INSTRUCTIONS FOR THE TASK. Once the line containing "Instruction: Build a" is found in the entries below, reproduce it and every line after it, stopping at and including the line containing "Quick job: Describe"; reproduce nothing else, and keep each line exact.

Saved entries
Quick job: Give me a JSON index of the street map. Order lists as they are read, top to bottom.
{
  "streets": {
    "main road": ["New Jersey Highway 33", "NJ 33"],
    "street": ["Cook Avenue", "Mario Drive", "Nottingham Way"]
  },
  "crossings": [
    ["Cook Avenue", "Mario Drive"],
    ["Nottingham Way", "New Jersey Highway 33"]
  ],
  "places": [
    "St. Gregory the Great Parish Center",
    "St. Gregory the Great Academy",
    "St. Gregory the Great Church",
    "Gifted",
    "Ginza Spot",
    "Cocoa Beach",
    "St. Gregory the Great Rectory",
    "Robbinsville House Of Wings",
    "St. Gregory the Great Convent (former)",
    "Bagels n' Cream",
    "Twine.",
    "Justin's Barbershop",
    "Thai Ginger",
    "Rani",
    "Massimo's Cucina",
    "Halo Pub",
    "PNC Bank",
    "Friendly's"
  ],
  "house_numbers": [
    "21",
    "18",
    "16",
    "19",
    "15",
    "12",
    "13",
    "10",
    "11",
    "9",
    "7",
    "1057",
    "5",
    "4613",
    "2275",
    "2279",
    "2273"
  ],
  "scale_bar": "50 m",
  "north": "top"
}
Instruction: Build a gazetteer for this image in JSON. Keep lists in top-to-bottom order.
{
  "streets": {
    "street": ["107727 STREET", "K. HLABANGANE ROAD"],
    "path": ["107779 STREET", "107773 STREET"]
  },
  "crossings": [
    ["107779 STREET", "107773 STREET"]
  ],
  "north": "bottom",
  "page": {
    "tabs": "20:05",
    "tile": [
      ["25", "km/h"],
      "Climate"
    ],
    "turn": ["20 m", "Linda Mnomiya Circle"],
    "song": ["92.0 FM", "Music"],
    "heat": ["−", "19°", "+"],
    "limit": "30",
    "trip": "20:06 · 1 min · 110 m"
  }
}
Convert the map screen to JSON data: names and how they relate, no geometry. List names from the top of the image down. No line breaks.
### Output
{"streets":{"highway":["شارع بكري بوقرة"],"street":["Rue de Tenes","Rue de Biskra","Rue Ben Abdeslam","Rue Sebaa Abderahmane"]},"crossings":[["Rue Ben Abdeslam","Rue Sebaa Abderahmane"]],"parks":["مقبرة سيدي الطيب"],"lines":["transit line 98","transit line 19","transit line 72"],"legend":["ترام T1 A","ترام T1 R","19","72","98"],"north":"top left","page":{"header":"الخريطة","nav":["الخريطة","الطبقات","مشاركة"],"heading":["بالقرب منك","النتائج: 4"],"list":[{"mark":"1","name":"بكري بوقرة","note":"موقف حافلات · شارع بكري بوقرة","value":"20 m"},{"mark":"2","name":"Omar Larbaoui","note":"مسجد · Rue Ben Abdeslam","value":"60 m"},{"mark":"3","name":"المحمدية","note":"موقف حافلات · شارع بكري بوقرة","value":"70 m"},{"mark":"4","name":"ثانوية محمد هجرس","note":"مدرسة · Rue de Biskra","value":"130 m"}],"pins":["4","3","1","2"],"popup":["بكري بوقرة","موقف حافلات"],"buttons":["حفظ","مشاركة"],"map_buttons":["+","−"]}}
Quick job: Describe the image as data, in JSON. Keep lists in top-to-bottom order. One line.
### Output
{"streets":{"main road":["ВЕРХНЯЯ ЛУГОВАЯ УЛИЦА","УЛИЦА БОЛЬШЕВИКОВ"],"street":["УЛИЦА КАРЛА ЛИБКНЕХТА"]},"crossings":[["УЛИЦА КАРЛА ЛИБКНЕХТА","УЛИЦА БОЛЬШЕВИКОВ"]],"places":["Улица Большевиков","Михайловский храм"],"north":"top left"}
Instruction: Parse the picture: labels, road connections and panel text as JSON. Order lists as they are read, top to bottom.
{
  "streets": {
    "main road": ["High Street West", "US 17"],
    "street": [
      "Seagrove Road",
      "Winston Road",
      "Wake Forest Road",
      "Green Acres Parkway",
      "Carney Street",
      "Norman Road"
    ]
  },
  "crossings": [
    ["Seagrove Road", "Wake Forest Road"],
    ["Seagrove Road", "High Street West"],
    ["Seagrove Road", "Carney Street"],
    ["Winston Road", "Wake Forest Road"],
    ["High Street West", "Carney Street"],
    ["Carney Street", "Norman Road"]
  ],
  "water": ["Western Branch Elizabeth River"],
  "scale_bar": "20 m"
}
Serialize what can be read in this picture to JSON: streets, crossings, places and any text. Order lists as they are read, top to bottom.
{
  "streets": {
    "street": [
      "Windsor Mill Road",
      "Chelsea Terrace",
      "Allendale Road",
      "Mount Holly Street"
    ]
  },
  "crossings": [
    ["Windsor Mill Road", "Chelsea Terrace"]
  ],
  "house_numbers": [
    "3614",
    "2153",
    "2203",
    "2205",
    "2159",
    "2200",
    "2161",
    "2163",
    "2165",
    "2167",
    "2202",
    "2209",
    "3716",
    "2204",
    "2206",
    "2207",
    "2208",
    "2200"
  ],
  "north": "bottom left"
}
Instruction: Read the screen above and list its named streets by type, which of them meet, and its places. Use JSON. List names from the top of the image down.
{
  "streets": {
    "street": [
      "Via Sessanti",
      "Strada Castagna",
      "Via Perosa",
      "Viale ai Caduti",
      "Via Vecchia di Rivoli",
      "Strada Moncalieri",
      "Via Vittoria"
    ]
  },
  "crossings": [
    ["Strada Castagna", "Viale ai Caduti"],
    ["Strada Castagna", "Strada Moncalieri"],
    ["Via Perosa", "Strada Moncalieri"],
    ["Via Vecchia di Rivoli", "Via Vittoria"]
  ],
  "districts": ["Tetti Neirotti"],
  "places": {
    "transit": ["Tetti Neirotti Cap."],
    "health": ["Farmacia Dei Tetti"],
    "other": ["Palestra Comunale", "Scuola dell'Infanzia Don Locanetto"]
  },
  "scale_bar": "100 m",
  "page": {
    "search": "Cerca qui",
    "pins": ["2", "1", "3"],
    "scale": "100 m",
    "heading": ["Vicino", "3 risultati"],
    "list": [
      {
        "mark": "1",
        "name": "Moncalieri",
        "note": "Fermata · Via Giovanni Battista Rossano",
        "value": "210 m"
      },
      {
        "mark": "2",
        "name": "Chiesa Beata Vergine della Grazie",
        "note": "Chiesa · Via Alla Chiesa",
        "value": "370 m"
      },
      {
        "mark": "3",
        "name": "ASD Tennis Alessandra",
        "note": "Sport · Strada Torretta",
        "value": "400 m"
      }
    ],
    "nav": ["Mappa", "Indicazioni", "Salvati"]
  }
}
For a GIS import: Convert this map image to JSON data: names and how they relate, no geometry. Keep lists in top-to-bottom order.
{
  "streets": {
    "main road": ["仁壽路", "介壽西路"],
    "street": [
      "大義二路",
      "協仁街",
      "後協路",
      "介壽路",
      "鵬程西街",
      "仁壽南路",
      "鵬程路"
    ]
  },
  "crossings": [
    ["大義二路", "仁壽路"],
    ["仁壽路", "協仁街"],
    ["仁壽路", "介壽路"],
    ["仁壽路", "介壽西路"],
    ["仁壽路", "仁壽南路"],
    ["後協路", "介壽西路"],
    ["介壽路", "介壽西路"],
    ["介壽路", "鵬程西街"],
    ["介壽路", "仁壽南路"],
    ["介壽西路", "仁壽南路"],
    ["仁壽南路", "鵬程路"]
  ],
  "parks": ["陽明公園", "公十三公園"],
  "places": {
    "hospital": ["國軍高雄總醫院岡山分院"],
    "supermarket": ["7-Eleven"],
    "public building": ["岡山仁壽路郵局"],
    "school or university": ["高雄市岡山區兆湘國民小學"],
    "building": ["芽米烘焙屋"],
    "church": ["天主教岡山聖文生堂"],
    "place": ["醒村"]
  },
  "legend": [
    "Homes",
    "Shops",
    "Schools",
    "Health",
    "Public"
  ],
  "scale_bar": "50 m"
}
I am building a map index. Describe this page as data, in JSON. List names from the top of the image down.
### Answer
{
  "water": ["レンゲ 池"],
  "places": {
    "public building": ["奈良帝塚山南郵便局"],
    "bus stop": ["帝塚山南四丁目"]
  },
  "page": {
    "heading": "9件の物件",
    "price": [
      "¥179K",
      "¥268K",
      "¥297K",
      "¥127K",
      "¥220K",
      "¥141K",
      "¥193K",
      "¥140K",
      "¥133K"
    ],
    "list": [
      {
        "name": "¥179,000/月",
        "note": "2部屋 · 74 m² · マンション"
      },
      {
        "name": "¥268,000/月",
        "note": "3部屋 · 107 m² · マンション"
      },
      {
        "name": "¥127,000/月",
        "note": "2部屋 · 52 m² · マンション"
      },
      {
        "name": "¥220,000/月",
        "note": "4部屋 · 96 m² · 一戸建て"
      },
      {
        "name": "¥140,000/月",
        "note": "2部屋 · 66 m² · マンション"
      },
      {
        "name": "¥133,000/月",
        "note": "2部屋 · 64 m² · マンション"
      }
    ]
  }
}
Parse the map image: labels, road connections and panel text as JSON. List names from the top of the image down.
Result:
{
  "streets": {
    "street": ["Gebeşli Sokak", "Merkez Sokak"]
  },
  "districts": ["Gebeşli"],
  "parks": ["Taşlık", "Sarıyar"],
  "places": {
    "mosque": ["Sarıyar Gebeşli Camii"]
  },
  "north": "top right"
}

EXPECTED ANSWER.
Instruction: Build a gazetteer for this image in JSON. Keep lists in top-to-bottom order.
{
  "streets": {
    "street": ["107727 STREET", "K. HLABANGANE ROAD"],
    "path": ["107779 STREET", "107773 STREET"]
  },
  "crossings": [
    ["107779 STREET", "107773 STREET"]
  ],
  "north": "bottom",
  "page": {
    "tabs": "20:05",
    "tile": [
      ["25", "km/h"],
      "Climate"
    ],
    "turn": ["20 m", "Linda Mnomiya Circle"],
    "song": ["92.0 FM", "Music"],
    "heat": ["−", "19°", "+"],
    "limit": "30",
    "trip": "20:06 · 1 min · 110 m"
  }
}
Convert the map screen to JSON data: names and how they relate, no geometry. List names from the top of the image down. No line breaks.
### Output
{"streets":{"highway":["شارع بكري بوقرة"],"street":["Rue de Tenes","Rue de Biskra","Rue Ben Abdeslam","Rue Sebaa Abderahmane"]},"crossings":[["Rue Ben Abdeslam","Rue Sebaa Abderahmane"]],"parks":["مقبرة سيدي الطيب"],"lines":["transit line 98","transit line 19","transit line 72"],"legend":["ترام T1 A","ترام T1 R","19","72","98"],"north":"top left","page":{"header":"الخريطة","nav":["الخريطة","الطبقات","مشاركة"],"heading":["بالقرب منك","النتائج: 4"],"list":[{"mark":"1","name":"بكري بوقرة","note":"موقف حافلات · شارع بكري بوقرة","value":"20 m"},{"mark":"2","name":"Omar Larbaoui","note":"مسجد · Rue Ben Abdeslam","value":"60 m"},{"mark":"3","name":"المحمدية","note":"موقف حافلات · شارع بكري بوقرة","value":"70 m"},{"mark":"4","name":"ثانوية محمد هجرس","note":"مدرسة · Rue de Biskra","value":"130 m"}],"pins":["4","3","1","2"],"popup":["بكري بوقرة","موقف حافلات"],"buttons":["حفظ","مشاركة"],"map_buttons":["+","−"]}}
Quick job: Describe the image as data, in JSON. Keep lists in top-to-bottom order. One line.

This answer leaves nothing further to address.